(Collected data entries)
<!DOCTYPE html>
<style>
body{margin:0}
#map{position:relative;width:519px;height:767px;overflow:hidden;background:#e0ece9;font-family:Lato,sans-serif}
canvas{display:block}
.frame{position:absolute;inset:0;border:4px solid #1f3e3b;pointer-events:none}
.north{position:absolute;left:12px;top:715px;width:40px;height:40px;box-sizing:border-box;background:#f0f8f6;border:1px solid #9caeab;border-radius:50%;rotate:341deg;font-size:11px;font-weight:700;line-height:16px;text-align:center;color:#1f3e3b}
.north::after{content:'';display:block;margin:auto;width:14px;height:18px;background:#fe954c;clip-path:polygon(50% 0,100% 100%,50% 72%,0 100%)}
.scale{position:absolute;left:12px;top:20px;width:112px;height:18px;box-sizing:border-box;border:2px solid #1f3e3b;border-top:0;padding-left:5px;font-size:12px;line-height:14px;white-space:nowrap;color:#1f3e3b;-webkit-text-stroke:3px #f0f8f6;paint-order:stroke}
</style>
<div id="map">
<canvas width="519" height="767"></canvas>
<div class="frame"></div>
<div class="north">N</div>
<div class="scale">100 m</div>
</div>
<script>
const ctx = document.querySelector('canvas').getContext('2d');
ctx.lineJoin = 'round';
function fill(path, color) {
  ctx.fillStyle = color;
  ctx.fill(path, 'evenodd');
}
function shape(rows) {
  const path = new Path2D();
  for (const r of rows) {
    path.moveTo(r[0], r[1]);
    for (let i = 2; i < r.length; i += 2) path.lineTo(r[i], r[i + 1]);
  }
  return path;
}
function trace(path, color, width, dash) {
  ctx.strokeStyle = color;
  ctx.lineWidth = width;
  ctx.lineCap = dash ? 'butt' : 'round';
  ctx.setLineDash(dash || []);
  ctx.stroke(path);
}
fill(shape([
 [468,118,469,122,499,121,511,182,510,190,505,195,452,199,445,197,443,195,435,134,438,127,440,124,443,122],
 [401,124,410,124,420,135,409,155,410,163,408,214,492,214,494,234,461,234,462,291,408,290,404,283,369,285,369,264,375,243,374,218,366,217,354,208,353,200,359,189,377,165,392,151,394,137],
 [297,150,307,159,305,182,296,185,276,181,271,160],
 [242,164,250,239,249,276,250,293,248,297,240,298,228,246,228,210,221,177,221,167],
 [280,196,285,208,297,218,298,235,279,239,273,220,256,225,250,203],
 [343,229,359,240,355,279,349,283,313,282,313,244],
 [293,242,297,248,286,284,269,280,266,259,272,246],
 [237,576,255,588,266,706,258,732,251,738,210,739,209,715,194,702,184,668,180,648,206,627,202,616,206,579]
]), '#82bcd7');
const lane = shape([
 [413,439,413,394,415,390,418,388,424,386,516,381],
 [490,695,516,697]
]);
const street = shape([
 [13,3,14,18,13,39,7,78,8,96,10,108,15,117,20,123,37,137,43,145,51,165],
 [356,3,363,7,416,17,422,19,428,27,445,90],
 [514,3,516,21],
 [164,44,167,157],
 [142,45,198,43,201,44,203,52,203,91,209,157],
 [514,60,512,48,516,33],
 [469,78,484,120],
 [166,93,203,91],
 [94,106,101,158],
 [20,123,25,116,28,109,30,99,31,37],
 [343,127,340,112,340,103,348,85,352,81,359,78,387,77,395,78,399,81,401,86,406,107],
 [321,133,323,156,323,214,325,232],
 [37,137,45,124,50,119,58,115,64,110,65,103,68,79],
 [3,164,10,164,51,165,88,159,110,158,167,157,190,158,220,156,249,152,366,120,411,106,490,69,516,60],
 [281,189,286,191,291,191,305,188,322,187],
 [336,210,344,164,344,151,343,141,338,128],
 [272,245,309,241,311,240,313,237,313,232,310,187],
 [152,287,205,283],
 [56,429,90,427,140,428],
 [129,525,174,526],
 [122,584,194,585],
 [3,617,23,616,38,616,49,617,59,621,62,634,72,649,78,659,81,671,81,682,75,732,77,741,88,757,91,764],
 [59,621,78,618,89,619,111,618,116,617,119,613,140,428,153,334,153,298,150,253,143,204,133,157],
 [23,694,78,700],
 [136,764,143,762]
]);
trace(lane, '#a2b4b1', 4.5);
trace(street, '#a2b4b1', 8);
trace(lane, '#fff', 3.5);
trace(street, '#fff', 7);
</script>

Task statement: Gather all lines from the records above in which "rows" appears.

Answer box:
function shape(rows) {
  for (const r of rows) {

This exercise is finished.